== Exercise brief ==
Word for word, repeat the lines of the records from the first line up to and including the line that contains "filter:drop-shadow(1px 0 #a8b8b2)", passing over any pictures.

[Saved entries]
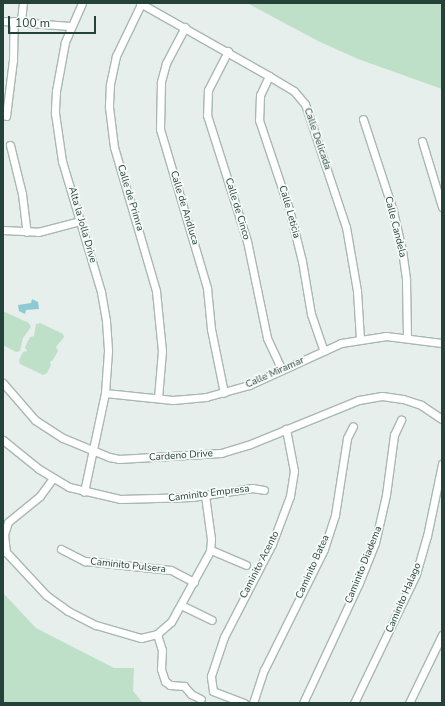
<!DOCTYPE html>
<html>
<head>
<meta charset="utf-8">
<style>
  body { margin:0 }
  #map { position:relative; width:445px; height:706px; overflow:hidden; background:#e6efeb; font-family:"Nunito Sans",sans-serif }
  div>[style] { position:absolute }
  .green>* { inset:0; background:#bfe0c8 }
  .water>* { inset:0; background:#8ec9d4 }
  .roads { filter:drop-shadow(1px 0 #a8b8b2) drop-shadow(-1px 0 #a8b8b2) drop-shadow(0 1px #a8b8b2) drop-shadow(0 -1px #a8b8b2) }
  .minor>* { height:7px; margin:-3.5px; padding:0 3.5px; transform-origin:3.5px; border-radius:3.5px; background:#fff }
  span { translate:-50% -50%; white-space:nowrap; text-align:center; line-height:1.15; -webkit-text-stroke:3.5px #f7fbf9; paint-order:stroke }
  .street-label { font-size:10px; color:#24423a }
  .frame { position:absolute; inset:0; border:4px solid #24423a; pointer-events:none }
  .scale { position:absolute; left:8px; top:16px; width:88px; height:18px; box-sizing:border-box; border:2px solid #24423a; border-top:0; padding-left:5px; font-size:12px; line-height:14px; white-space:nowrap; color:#24423a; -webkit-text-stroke:3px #f7fbf9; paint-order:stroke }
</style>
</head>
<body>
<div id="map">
  <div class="green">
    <i style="clip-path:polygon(247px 3px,442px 3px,442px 89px,358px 59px,318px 41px)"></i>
    <i style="clip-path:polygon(5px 312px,29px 323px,31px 327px,23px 338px,20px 351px,16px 352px,3px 345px,3px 313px)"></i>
    <i style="clip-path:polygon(40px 323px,63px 334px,64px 337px,56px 347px,58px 351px,53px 360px,50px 362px,51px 365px,47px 373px,43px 375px,20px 364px,19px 360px,23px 352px,27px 351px,25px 347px,30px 337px,34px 336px,36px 324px)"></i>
    <i style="clip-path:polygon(3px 593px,36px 628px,114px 668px,134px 668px,133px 691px,143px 703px,3px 703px)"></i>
  </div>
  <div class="water">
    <i style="clip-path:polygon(32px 299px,38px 302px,39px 309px,26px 310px,25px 314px,19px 311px,18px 305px,31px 303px)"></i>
  </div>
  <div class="roads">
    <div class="minor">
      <i style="left:82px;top:3px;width:43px;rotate:113.6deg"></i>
      <i style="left:65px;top:42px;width:50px;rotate:100.4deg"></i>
      <i style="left:56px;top:91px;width:22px;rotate:93deg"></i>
      <i style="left:55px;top:113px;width:49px;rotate:81.7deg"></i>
      <i style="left:62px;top:161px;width:137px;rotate:73.4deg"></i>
      <i style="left:101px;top:292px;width:29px;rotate:80deg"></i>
      <i style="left:106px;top:321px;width:30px;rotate:86deg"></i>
      <i style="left:108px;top:351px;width:42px;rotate:94.1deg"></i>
      <i style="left:105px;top:393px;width:101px;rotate:102deg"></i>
      <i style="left:140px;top:3px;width:148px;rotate:29.5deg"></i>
      <i style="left:269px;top:76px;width:29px;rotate:31deg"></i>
      <i style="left:294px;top:91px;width:17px;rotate:50deg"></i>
      <i style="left:305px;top:104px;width:130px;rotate:71.6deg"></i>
      <i style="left:346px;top:227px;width:65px;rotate:80.2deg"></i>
      <i style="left:357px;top:291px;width:48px;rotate:86.4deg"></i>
      <i style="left:141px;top:4px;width:58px;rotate:115.7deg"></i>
      <i style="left:116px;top:56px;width:30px;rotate:102deg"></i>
      <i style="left:110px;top:85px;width:22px;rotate:93deg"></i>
      <i style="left:109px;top:107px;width:40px;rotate:82.9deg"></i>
      <i style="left:114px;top:147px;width:150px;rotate:73.7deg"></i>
      <i style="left:156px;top:291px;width:60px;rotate:84.3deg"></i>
      <i style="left:162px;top:351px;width:47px;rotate:94.9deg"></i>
      <i style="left:3px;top:21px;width:67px;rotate:4.3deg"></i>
      <i style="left:21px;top:21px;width:18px;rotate:-84deg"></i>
      <i style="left:185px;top:27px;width:41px;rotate:117.8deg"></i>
      <i style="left:166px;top:63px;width:20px;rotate:105deg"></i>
      <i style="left:161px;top:82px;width:47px;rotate:91.2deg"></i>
      <i style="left:160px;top:129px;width:166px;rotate:73.5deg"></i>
      <i style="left:207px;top:288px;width:41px;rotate:84.4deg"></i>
      <i style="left:211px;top:329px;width:65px;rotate:78.5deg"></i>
      <i style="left:228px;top:51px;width:44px;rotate:117.1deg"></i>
      <i style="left:208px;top:90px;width:25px;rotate:92deg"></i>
      <i style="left:207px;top:115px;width:132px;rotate:72.4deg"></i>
      <i style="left:247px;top:241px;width:99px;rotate:78.3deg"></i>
      <i style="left:267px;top:338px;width:35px;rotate:65deg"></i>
      <i style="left:269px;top:76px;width:21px;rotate:115deg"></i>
      <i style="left:260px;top:95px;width:25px;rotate:92deg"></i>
      <i style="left:259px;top:120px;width:94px;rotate:71.4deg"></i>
      <i style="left:289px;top:209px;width:54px;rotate:76deg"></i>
      <i style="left:302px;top:261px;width:54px;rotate:80.4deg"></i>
      <i style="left:311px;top:314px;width:39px;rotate:71deg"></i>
      <i style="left:6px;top:116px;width:56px;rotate:-82.9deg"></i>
      <i style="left:13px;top:60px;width:39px;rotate:-89deg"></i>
      <i style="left:363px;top:119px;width:97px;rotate:71.9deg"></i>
      <i style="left:393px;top:211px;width:40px;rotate:77deg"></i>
      <i style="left:402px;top:250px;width:30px;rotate:82deg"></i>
      <i style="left:406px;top:280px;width:58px;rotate:89deg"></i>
      <i style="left:422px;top:141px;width:69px;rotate:73.1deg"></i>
      <i style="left:10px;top:145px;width:50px;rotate:76.2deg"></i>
      <i style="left:22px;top:194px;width:38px;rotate:83deg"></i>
      <i style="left:3px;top:230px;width:35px;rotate:3deg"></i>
      <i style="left:38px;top:232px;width:43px;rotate:-14.7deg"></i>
      <i style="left:3px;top:383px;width:49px;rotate:49.1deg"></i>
      <i style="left:35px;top:420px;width:33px;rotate:33deg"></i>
      <i style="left:63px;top:438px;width:50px;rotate:22.4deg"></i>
      <i style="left:109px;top:457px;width:10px;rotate:11deg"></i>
      <i style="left:119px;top:459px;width:102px;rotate:-3.4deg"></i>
      <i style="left:221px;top:453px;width:28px;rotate:-17deg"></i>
      <i style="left:248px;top:445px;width:120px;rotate:-22.1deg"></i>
      <i style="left:359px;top:400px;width:23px;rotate:-10deg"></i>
      <i style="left:382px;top:396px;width:21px;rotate:8deg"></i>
      <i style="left:403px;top:399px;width:19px;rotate:18deg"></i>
      <i style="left:421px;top:405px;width:25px;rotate:34deg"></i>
      <i style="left:105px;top:393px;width:68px;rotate:5.9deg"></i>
      <i style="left:173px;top:400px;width:33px;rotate:-5deg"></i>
      <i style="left:206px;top:397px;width:45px;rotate:-15.6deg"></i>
      <i style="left:249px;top:385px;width:101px;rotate:-24.5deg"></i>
      <i style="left:341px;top:343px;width:46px;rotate:-8.8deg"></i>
      <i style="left:386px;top:336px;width:56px;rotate:7.1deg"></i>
      <i style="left:3px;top:440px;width:46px;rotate:38.9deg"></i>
      <i style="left:39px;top:469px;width:35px;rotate:31deg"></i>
      <i style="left:69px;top:487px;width:52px;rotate:13.2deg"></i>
      <i style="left:120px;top:499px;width:72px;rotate:-1.6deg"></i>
      <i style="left:192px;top:497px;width:61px;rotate:-8.5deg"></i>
      <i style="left:252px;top:488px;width:12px;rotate:9deg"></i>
      <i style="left:53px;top:478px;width:22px;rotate:126deg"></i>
      <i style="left:40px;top:496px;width:41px;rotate:140.9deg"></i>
      <i style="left:8px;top:522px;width:13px;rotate:108deg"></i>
      <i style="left:4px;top:534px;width:18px;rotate:84deg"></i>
      <i style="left:6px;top:552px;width:59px;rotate:47.1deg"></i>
      <i style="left:46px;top:595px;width:27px;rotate:36deg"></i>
      <i style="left:68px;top:611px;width:31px;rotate:27deg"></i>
      <i style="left:96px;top:625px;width:47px;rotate:16.1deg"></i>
      <i style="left:141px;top:638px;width:16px;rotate:-14deg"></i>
      <i style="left:157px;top:634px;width:18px;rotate:-41deg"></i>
      <i style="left:171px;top:622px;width:81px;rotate:-61.2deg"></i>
      <i style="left:210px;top:551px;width:12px;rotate:-85deg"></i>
      <i style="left:211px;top:539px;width:44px;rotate:-97.8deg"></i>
      <i style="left:61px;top:549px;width:27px;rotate:27deg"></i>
      <i style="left:85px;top:561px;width:86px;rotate:6deg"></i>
      <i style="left:171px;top:570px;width:26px;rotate:28deg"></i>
      <i style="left:211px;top:550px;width:38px;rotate:23deg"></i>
      <i style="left:181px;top:605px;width:34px;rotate:26deg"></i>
      <i style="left:157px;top:634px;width:17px;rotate:73deg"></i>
      <i style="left:162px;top:650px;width:19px;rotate:93deg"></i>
      <i style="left:161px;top:669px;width:13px;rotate:72deg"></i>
      <i style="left:165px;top:681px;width:6px;rotate:39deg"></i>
      <i style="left:170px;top:685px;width:14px;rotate:4deg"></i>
      <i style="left:184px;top:686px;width:11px;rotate:49deg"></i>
      <i style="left:191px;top:694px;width:11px;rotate:27deg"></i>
      <i style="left:244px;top:703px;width:33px;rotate:-159deg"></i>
      <i style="left:213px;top:691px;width:15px;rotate:-98deg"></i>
      <i style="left:211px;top:676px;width:41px;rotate:-71.6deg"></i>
      <i style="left:224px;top:637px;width:105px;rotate:-62.7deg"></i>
      <i style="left:272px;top:544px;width:51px;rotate:-69.4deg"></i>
      <i style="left:290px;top:496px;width:25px;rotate:-81deg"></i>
      <i style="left:294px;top:471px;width:43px;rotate:-100.8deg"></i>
      <i style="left:253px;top:703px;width:35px;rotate:-72deg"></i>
      <i style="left:264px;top:670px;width:135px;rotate:-63.6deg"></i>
      <i style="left:324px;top:549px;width:36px;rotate:-72deg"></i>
      <i style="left:335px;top:515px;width:78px;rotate:-81.1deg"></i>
      <i style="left:347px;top:438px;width:13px;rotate:-63deg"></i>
      <i style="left:303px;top:703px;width:132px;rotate:-65deg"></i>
      <i style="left:359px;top:583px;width:43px;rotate:-68.2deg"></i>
      <i style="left:375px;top:543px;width:49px;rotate:-77.1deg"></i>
      <i style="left:386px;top:495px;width:61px;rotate:-82.4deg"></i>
      <i style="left:394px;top:435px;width:17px;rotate:-65deg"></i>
      <i style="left:354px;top:703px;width:143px;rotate:-64.3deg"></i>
      <i style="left:416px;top:574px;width:40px;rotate:-74deg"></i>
      <i style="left:427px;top:536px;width:74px;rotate:-78.2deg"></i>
      <i style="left:409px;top:703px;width:76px;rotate:-64.1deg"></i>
    </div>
  </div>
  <div class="street-label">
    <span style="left:317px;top:139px;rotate:71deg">Calle Delicada</span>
    <span style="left:130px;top:198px;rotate:73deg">Calle de Primra</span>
    <span style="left:184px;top:208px;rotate:73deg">Calle de Andluca</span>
    <span style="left:237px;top:209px;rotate:73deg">Calle de Cinco</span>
    <span style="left:289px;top:212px;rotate:74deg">Calle Leticia</span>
    <span style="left:82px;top:225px;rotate:74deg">Alta la Jolla Drive</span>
    <span style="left:395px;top:227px;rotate:76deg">Calle Candela</span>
    <span style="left:275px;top:373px;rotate:-24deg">Calle Miramar</span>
    <span style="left:181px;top:456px;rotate:-4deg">Cardeno Drive</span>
    <span style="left:209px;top:494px;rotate:-7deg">Caminito Empresa</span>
    <span style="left:260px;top:565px;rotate:-63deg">Caminito Acento</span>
    <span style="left:364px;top:565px;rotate:-68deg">Caminito Diadema</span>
    <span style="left:128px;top:566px;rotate:6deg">Caminito Pulsera</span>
    <span style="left:313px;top:567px;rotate:-66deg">Caminito Batea</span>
    <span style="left:404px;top:598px;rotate:-67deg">Caminito Halago</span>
  </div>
  <div class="frame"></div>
  <div class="scale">100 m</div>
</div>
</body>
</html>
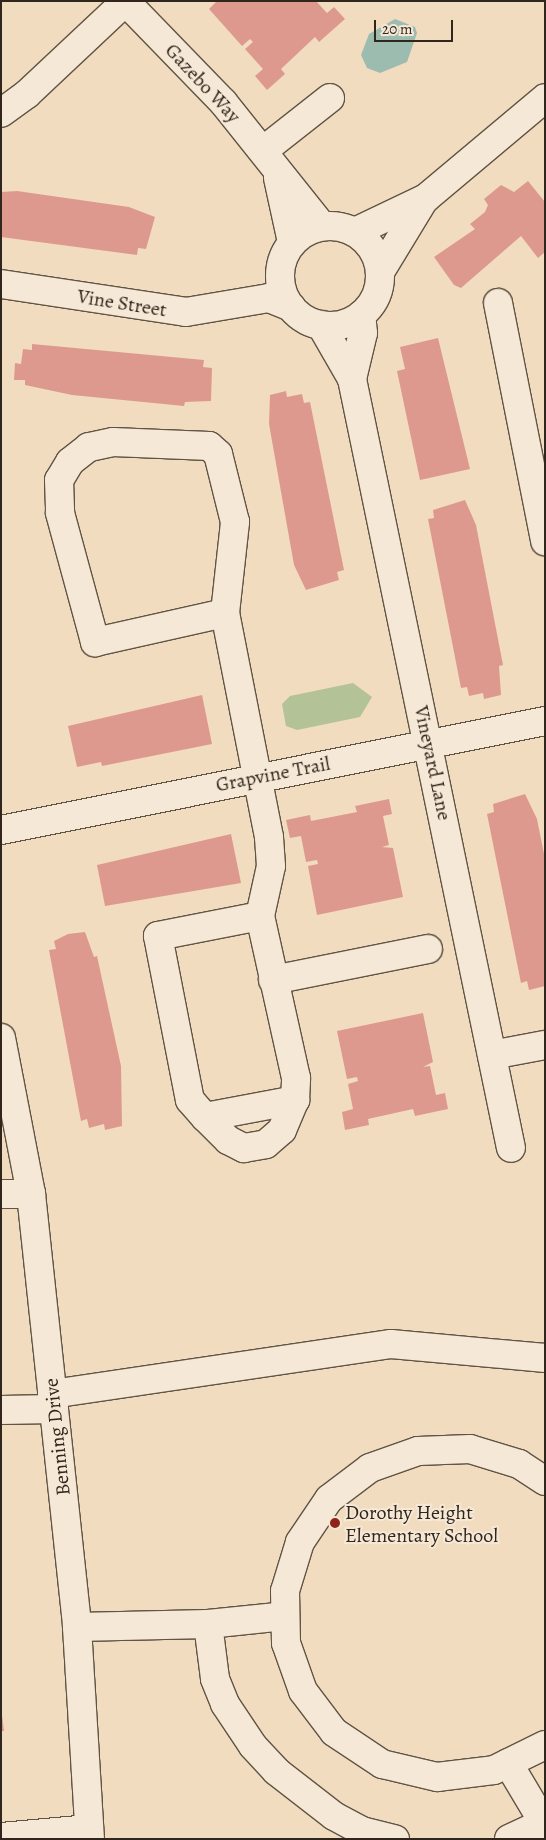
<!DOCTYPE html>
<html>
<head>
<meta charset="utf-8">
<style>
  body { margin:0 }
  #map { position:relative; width:546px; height:1840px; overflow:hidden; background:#f1dcc0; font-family:Alegreya,serif }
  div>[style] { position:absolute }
  .green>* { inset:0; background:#b4c297 }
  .water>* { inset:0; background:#9bbcaf }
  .building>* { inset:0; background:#de998e }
  .roads { filter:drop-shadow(1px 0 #605444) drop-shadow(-1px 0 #605444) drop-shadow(0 1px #605444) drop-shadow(0 -1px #605444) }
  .minor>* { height:28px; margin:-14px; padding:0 14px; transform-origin:14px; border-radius:14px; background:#f6e8d6 }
  .minor>.ring { margin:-14px; padding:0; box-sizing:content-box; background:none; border:28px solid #f6e8d6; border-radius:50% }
  .dots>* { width:14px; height:14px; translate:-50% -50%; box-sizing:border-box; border:2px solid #f6e8d6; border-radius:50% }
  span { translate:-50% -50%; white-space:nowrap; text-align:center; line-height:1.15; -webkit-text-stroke:4px #f6e8d6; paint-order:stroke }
  .street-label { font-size:20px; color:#30261b }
  .poi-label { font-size:20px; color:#30261b }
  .left { translate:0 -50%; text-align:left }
  .frame { position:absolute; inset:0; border:2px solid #30261b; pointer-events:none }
  .scale { position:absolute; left:374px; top:20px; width:79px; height:22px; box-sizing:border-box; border:2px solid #30261b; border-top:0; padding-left:6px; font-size:15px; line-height:18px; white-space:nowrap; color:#30261b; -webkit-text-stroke:4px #f6e8d6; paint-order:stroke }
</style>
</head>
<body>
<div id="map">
  <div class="green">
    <i style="clip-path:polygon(353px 683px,372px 697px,360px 717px,297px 730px,286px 726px,282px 704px,290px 696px)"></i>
  </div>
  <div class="water">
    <i style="clip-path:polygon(395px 19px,415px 27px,417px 33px,407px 62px,380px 73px,367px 68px,361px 55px,369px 34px)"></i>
  </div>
  <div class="building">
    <i style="clip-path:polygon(217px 1px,316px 1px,327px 13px,334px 7px,345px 19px,319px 42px,315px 37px,281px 69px,285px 74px,267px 90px,255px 76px,263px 69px,245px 49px,253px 42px,250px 39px,242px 46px,209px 9px)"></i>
    <i style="clip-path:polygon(528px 181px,545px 202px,545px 252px,538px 258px,521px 236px,461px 288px,454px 285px,434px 257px,475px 229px,470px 224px,485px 212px,488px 205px,484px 199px,501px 185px,514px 192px)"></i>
    <i style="clip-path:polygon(17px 191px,129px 207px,155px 217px,146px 249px,138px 248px,137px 255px,1px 237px,1px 192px)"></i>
    <i style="clip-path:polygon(438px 338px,470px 469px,420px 480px,397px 371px,405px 369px,400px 347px)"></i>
    <i style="clip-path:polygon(32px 344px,204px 360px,203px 367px,212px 368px,211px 401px,185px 402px,184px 406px,72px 395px,25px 385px,25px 380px,14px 380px,15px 363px,21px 364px,23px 349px,32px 350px)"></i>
    <i style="clip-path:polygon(286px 391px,287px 397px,302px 394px,304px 403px,310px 402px,344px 570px,337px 572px,339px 580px,306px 590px,294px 565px,269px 424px,270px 395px)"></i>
    <i style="clip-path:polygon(465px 500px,476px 525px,503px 665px,499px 666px,501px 695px,484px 699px,483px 693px,469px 696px,467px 687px,461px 688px,428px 519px,434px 518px,433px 510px)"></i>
    <i style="clip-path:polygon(202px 695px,212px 744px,102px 766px,101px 762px,77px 767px,68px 726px)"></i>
    <i style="clip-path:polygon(525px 794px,537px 819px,545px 859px,545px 986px,529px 990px,527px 981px,521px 983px,487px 814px,494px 812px,493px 804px)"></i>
    <i style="clip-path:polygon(389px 799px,392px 814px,383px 816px,389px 845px,382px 847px,393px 848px,403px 897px,317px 915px,308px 866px,318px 864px,317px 860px,306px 862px,301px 836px,290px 838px,286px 820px,310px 815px,311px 821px,357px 812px,355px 806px)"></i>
    <i style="clip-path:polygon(231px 834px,241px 883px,105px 906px,97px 865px)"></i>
    <i style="clip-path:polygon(85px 932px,94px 957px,97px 956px,121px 1066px,122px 1126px,105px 1130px,104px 1124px,89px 1128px,87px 1119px,81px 1121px,49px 950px,56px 949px,54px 941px,68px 934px)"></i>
    <i style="clip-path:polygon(423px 1013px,433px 1062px,423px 1067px,430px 1066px,436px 1095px,445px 1093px,448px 1109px,415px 1116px,413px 1109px,368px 1119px,369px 1125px,345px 1130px,342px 1112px,353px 1109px,348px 1084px,358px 1081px,357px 1077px,347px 1079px,337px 1031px)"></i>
    <i style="clip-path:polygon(1px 1707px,4px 1731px,1px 1731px)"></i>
  </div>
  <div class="roads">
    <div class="minor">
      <i style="left:125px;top:1px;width:141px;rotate:45.9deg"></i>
      <i style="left:223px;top:102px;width:159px;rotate:51.4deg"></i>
      <i style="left:1px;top:113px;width:32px;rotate:-36deg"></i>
      <i style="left:27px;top:94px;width:136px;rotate:-43.2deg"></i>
      <i style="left:264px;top:150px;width:84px;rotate:-38.2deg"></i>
      <i style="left:278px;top:178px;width:66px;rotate:77.7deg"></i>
      <i class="ring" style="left:280px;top:226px;width:72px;height:72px"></i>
      <i style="left:355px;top:232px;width:79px;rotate:-25.6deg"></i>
      <i style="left:426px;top:198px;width:155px;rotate:-40deg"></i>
      <i style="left:380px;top:272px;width:81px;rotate:-58.7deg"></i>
      <i style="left:1px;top:284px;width:187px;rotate:8.6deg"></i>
      <i style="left:186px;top:312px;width:84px;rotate:-9.6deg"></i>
      <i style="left:269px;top:298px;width:24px;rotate:22deg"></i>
      <i style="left:498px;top:303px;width:243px;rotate:78.8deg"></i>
      <i style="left:321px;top:325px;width:62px;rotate:60.1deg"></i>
      <i style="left:352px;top:379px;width:785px;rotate:78.32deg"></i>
      <i style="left:352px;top:379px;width:47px;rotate:-76.6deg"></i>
      <i style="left:363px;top:333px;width:18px;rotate:-96deg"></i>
      <i style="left:1px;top:830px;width:555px;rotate:-11.33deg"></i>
      <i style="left:260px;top:916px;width:104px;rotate:168.9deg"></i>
      <i style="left:158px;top:936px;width:167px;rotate:79deg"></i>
      <i style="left:190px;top:1100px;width:23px;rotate:49deg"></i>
      <i style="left:205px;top:1117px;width:92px;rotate:-10.7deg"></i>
      <i style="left:273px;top:980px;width:158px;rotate:-11.3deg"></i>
      <i style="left:1px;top:1038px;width:159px;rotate:79.1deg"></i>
      <i style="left:31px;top:1194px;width:435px;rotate:83.9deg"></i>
      <i style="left:77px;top:1627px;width:212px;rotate:86.5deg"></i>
      <i style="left:492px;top:1055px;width:54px;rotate:-10.7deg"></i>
      <i style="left:205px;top:1117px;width:33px;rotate:45deg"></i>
      <i style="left:228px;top:1140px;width:18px;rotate:27deg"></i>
      <i style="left:244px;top:1148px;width:22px;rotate:-10deg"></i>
      <i style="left:266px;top:1144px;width:21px;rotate:-41deg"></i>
      <i style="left:282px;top:1130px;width:33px;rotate:-67deg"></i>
      <i style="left:295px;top:1100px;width:22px;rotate:-87deg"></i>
      <i style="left:296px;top:1078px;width:166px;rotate:-102.5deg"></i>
      <i style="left:260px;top:916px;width:51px;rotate:-77.6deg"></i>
      <i style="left:271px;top:866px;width:29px;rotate:-94deg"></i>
      <i style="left:269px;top:837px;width:228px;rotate:-101.1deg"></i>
      <i style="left:225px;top:613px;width:92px;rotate:-83.7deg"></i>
      <i style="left:235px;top:522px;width:70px;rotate:-104deg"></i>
      <i style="left:218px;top:454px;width:12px;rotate:-138deg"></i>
      <i style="left:209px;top:446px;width:96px;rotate:-177.6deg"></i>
      <i style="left:113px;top:442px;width:25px;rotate:168deg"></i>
      <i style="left:89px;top:447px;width:24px;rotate:142deg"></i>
      <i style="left:70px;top:462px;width:21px;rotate:121deg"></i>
      <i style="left:59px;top:480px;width:33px;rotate:88deg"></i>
      <i style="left:60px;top:513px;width:134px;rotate:74.8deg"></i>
      <i style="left:95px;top:642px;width:133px;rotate:-12.6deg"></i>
      <i style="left:1px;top:1194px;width:30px"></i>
      <i style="left:52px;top:1394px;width:343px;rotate:-8.4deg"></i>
      <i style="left:391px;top:1344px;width:155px;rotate:5.2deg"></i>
      <i style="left:1px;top:1410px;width:53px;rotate:-1.1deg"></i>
      <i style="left:545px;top:1481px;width:31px;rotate:-147deg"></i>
      <i style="left:519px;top:1464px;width:51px;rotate:-163deg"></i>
      <i style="left:470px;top:1449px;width:52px;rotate:177.8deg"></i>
      <i style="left:418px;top:1451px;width:51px;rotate:160.5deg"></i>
      <i style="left:370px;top:1468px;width:51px;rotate:142.9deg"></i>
      <i style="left:329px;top:1499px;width:52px;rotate:124deg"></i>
      <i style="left:300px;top:1542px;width:51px;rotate:107deg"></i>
      <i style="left:285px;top:1591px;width:52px;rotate:88.9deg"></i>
      <i style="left:286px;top:1643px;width:51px;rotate:70.5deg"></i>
      <i style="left:303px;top:1691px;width:51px;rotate:52.9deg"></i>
      <i style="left:334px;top:1732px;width:58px;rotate:33.7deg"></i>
      <i style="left:382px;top:1764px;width:57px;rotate:13.3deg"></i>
      <i style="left:437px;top:1777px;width:57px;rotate:-7deg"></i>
      <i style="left:494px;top:1770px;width:57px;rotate:-26.1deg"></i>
      <i style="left:208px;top:1624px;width:55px;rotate:82.7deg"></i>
      <i style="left:215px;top:1679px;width:27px;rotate:68deg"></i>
      <i style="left:225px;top:1704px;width:50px;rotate:56.3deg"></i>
      <i style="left:253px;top:1746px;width:34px;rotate:47deg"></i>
      <i style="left:276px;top:1771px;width:73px;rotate:37.8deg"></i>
      <i style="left:334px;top:1816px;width:32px;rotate:28deg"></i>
      <i style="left:362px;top:1831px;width:34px;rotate:14deg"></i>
      <i style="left:77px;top:1627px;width:131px;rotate:-1.3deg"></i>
      <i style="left:208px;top:1624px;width:77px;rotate:-5.9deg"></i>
      <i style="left:508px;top:1763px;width:72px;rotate:59.2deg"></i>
      <i style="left:1px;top:1837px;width:88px;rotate:-5.2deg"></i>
      <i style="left:509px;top:1839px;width:38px;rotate:-25deg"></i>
    </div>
  </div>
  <div class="dots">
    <i style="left:335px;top:1523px;background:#8f2418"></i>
  </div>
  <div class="street-label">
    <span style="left:203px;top:83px;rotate:47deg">Gazebo Way</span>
    <span style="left:122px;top:303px;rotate:9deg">Vine Street</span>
    <span style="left:433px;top:763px;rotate:78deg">Vineyard Lane</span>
    <span style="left:273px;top:774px;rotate:-11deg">Grapvine Trail</span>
    <span style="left:57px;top:1437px;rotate:-96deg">Benning Drive</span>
  </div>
  <div class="poi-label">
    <span class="left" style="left:345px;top:1524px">Dorothy Height<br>Elementary School</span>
  </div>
  <div class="frame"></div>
  <div class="scale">20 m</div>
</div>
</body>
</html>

== Response ==
<!DOCTYPE html>
<html>
<head>
<meta charset="utf-8">
<style>
  body { margin:0 }
  #map { position:relative; width:445px; height:706px; overflow:hidden; background:#e6efeb; font-family:"Nunito Sans",sans-serif }
  div>[style] { position:absolute }
  .green>* { inset:0; background:#bfe0c8 }
  .water>* { inset:0; background:#8ec9d4 }
  .roads { filter:drop-shadow(1px 0 #a8b8b2) drop-shadow(-1px 0 #a8b8b2) drop-shadow(0 1px #a8b8b2) drop-shadow(0 -1px #a8b8b2) }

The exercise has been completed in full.